Stored items:
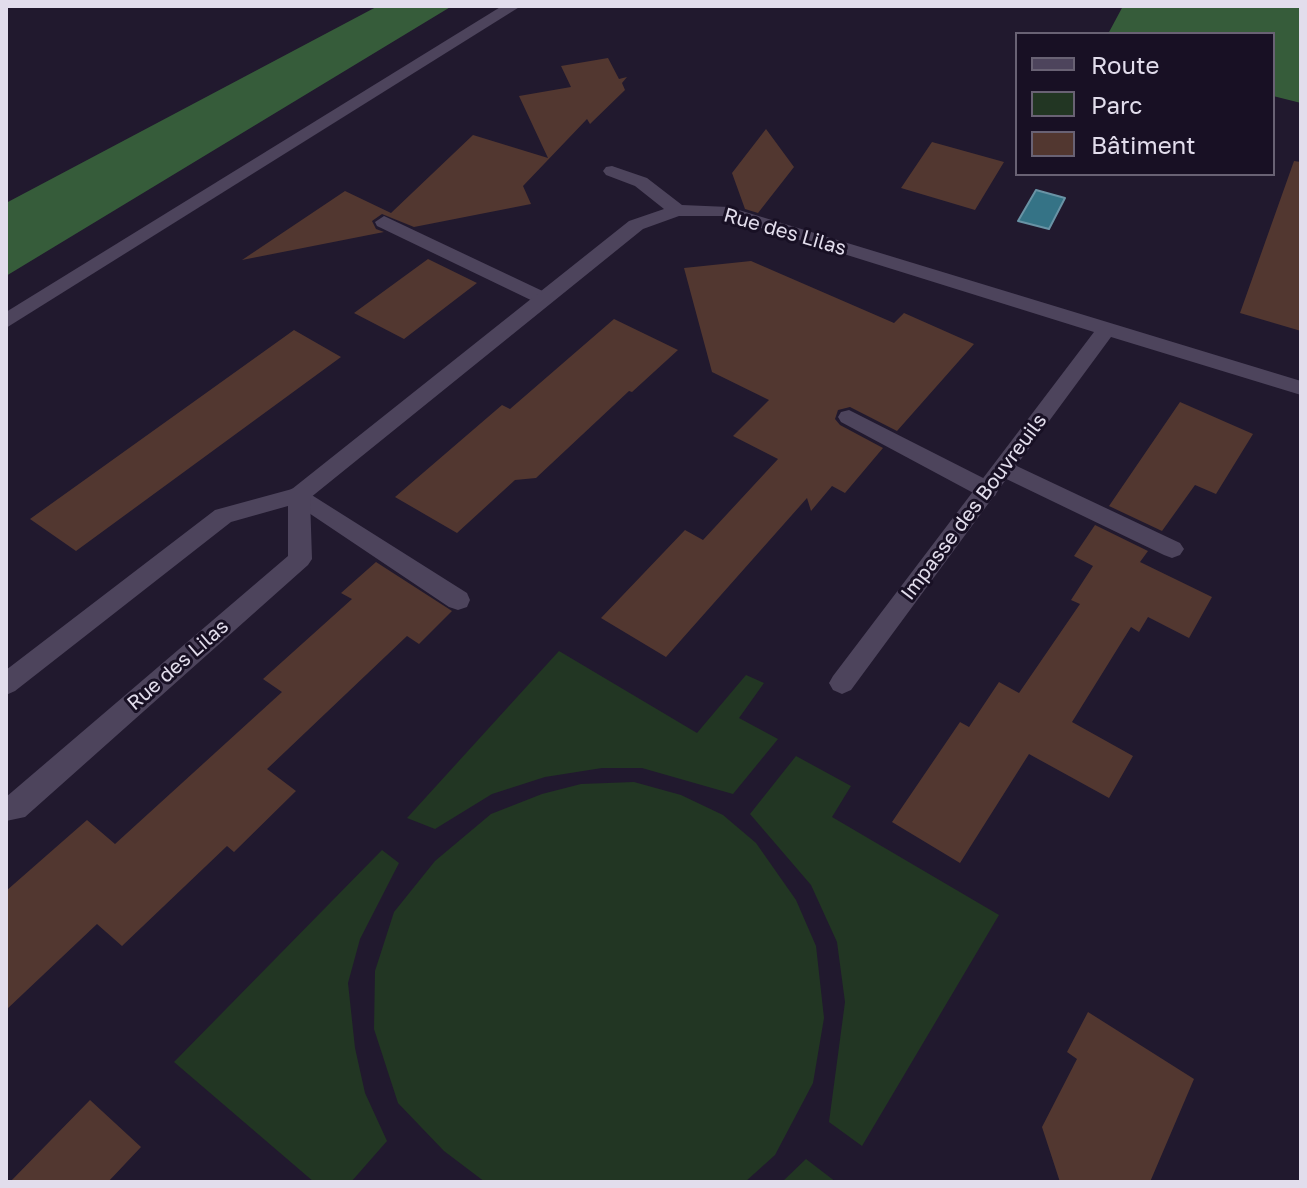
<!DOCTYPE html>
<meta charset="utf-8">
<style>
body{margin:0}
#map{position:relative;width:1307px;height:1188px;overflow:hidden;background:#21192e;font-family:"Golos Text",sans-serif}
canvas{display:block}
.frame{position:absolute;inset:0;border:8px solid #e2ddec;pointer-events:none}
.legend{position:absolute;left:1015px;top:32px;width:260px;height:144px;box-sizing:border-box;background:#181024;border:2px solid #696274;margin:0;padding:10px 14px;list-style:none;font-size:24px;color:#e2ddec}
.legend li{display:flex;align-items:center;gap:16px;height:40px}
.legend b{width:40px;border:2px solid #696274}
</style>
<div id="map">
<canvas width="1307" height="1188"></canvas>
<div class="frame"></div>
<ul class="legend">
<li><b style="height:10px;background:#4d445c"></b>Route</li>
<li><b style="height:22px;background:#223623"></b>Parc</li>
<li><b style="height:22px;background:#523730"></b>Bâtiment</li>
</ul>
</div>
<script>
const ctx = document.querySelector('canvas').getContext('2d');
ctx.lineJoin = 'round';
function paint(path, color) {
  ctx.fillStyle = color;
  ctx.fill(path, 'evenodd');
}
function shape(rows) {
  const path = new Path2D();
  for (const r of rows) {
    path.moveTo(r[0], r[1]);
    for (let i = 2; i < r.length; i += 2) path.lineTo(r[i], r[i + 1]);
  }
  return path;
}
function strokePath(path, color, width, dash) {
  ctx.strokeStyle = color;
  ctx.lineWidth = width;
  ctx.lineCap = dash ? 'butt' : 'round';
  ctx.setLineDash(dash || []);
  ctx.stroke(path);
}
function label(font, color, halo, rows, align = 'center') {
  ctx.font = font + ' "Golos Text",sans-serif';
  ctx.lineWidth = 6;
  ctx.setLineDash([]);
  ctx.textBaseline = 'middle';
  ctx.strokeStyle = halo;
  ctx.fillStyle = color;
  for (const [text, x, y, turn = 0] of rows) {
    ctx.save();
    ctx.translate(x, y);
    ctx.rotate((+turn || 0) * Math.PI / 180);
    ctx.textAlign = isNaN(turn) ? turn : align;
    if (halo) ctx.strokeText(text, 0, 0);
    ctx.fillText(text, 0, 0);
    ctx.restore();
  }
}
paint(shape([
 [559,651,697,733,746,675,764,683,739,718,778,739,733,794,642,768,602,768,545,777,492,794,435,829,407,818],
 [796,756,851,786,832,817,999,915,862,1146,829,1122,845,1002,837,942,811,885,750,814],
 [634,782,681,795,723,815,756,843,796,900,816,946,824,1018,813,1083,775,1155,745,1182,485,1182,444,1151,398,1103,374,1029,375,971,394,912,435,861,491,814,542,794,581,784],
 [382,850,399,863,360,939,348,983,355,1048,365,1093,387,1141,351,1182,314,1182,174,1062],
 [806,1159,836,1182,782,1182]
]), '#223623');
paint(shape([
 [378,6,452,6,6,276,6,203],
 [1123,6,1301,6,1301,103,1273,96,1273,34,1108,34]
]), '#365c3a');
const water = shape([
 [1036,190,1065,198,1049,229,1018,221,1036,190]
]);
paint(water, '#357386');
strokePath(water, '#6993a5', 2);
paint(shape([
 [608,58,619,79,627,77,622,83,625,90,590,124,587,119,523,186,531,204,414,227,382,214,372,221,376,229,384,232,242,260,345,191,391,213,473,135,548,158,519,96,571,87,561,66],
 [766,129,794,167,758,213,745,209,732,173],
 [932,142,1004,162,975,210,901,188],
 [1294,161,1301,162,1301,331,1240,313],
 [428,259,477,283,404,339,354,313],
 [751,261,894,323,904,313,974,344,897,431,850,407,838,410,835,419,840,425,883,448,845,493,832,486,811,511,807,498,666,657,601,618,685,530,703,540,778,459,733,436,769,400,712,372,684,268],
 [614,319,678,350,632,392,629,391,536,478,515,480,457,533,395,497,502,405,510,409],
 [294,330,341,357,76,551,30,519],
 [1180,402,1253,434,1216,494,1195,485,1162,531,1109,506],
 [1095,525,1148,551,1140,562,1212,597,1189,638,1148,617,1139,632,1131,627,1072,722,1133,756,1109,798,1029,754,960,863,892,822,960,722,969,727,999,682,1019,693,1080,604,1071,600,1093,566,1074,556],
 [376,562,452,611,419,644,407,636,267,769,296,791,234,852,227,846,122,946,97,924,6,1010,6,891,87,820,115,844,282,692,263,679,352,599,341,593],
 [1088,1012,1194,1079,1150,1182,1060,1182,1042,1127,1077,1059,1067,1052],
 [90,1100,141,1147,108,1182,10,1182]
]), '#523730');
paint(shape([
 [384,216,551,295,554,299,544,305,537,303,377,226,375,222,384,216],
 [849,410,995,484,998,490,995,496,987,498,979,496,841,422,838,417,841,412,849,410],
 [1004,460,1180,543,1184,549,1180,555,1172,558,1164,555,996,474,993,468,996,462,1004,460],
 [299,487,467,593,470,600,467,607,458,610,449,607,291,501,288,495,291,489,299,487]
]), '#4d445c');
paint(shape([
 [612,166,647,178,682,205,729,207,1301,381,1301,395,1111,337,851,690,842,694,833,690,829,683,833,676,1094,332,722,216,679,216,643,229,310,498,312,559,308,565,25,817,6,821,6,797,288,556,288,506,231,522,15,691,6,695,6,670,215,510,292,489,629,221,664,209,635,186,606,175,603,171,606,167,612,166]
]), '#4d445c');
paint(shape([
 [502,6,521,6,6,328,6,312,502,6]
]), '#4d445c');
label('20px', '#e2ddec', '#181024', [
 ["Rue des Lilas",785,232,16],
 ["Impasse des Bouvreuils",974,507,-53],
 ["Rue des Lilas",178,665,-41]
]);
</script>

What to produce: Please determine how many lines of the records above include the word "strokeStyle", replying with a number alone.

Answer for the task: 2